**Assignment:** Find every line of the records that has "from" and return it.

(Stored data entries)
·····
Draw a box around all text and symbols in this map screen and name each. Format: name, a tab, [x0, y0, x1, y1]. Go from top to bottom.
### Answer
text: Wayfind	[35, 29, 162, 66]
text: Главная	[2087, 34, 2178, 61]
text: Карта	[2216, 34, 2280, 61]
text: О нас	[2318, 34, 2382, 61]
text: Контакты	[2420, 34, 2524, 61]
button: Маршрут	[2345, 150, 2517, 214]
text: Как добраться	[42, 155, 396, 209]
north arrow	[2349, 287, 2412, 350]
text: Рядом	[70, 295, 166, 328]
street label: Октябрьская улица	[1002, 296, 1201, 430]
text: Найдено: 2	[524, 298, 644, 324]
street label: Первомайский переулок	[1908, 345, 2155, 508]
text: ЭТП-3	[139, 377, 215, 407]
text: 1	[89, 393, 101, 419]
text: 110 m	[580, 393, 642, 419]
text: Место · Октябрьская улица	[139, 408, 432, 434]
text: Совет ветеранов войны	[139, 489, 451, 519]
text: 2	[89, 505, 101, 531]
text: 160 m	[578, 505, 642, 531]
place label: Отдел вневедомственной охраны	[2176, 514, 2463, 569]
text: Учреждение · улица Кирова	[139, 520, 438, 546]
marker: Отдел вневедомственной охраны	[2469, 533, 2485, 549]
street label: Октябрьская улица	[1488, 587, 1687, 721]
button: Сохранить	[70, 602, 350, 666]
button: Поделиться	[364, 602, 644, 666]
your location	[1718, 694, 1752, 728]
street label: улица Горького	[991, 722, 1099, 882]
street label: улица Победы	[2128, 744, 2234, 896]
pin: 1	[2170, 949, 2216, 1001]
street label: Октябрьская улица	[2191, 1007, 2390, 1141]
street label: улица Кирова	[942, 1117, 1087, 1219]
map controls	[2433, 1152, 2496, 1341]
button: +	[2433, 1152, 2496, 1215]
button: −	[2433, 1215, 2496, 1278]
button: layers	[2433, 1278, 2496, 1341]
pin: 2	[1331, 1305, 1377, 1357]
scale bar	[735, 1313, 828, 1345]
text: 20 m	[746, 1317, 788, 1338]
·····
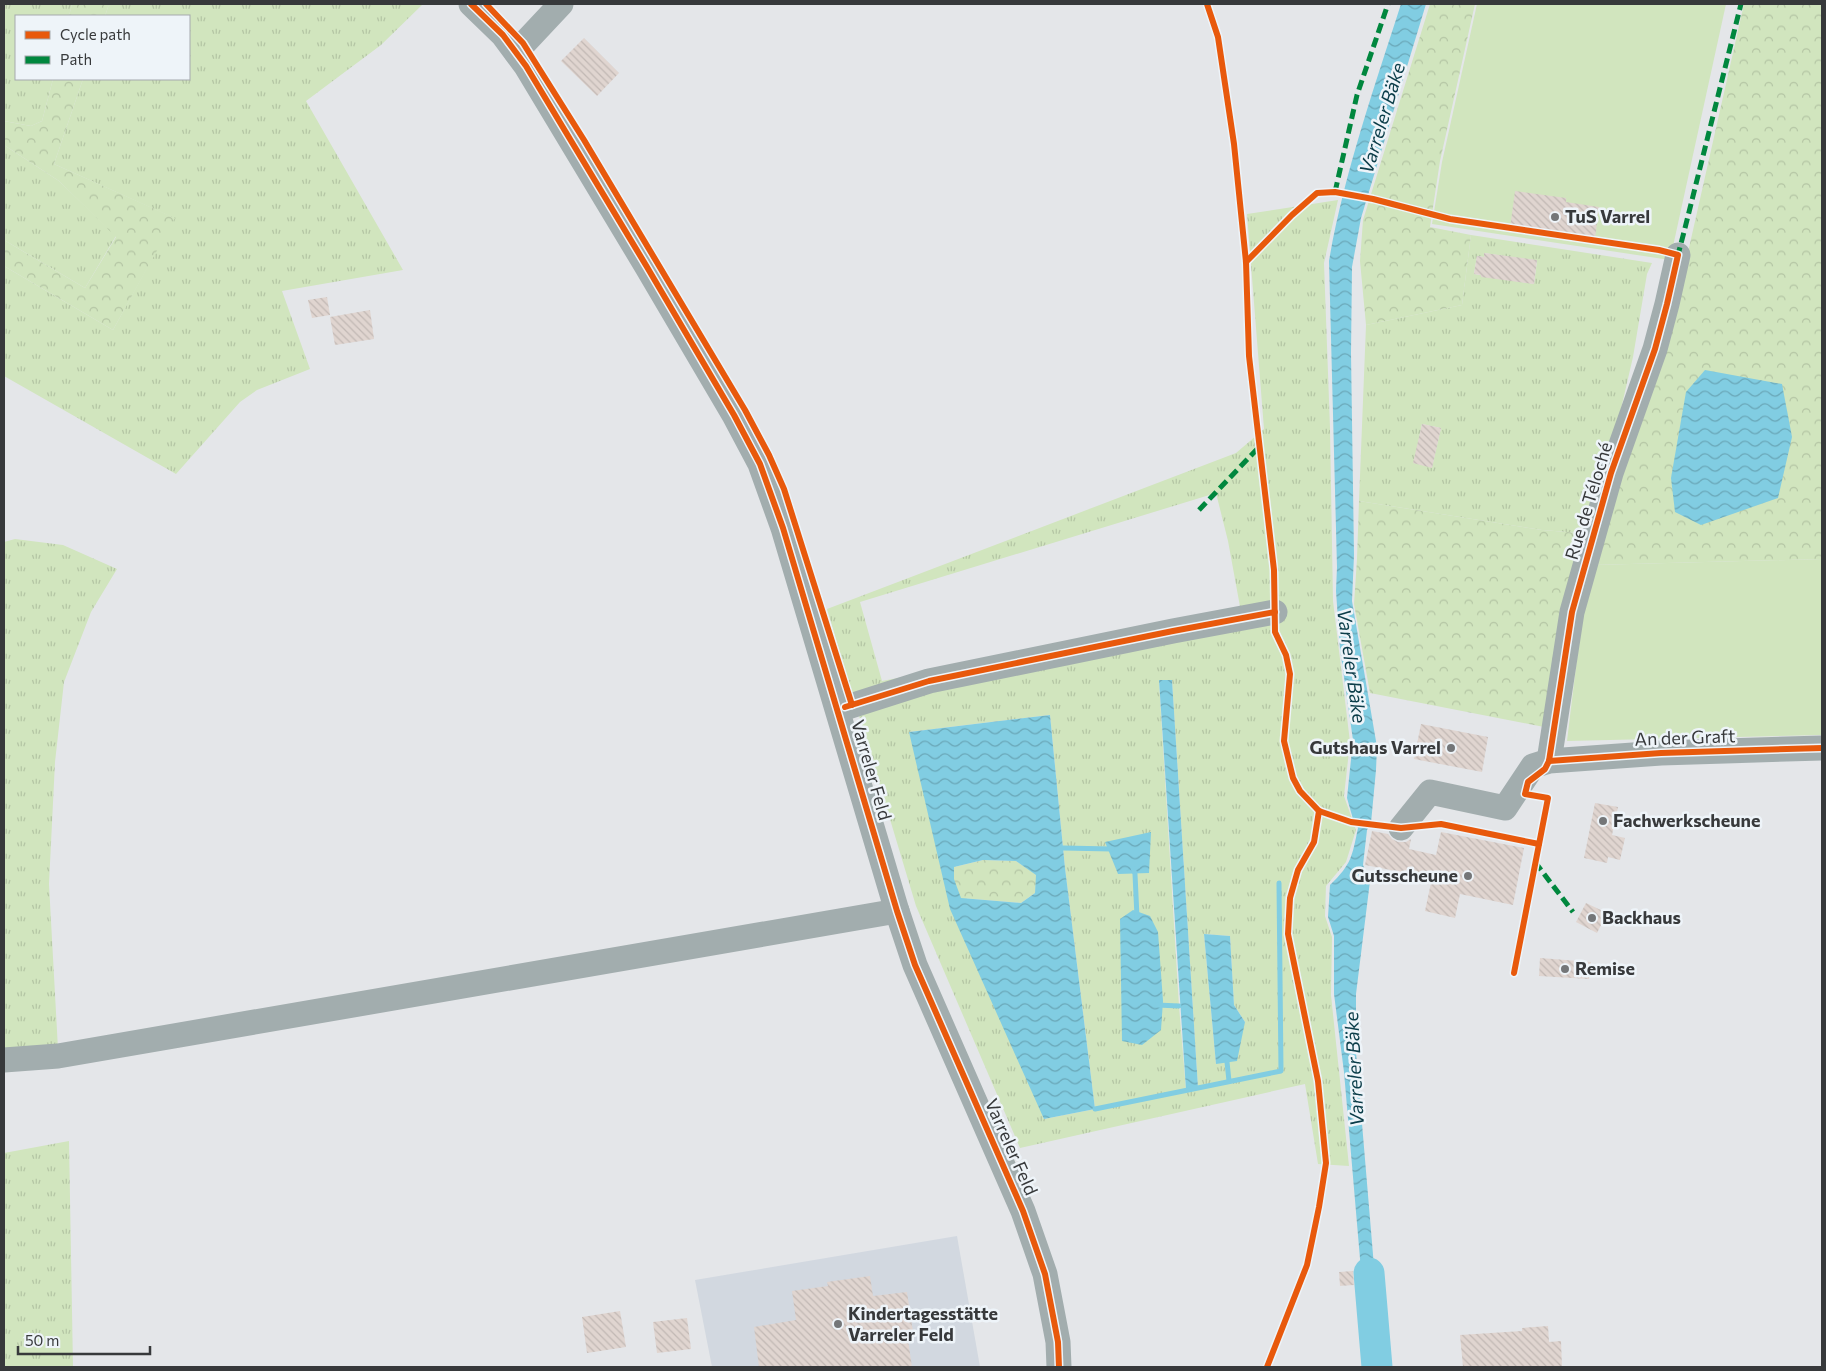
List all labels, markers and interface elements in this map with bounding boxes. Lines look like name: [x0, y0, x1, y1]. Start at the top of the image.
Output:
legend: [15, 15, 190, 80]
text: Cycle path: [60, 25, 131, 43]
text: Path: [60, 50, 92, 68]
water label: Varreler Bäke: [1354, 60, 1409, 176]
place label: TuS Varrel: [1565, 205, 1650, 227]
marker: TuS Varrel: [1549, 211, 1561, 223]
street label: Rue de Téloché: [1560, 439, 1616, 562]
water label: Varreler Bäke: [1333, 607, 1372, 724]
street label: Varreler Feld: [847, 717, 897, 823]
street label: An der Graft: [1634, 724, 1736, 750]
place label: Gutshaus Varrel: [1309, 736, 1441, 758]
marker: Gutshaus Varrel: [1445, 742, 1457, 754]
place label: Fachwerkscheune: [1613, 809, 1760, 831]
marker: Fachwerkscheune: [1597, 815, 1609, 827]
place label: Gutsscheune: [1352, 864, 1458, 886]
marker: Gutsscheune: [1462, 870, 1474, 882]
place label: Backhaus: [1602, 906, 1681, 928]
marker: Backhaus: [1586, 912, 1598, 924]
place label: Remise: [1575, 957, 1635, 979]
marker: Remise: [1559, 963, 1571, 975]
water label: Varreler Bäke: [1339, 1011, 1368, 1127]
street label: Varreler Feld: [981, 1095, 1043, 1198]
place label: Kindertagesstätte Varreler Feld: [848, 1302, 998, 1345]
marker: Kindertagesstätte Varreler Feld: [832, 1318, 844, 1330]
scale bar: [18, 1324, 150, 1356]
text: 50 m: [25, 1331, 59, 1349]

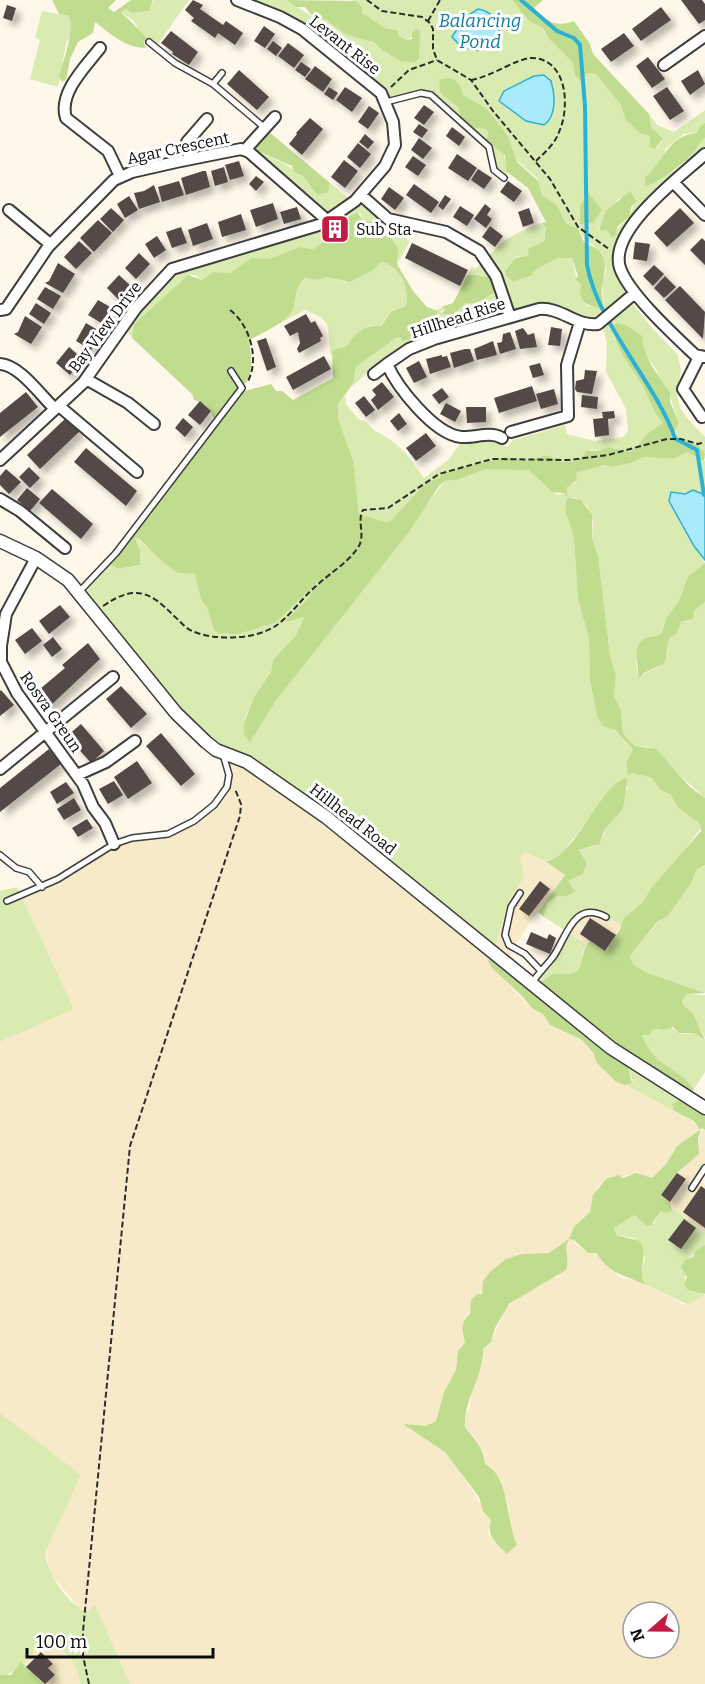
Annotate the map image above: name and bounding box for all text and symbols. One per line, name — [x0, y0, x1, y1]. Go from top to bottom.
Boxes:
·····
**Answer below:**
Draw a box around all text and symbols in this map screen and name each. Format: name, a tab, [x0, y0, x1, y1]. Go from top to bottom.
Annotate the map image above: name and bounding box for all text and symbols. One per line, name — [x0, y0, x1, y1]. Go from top to bottom.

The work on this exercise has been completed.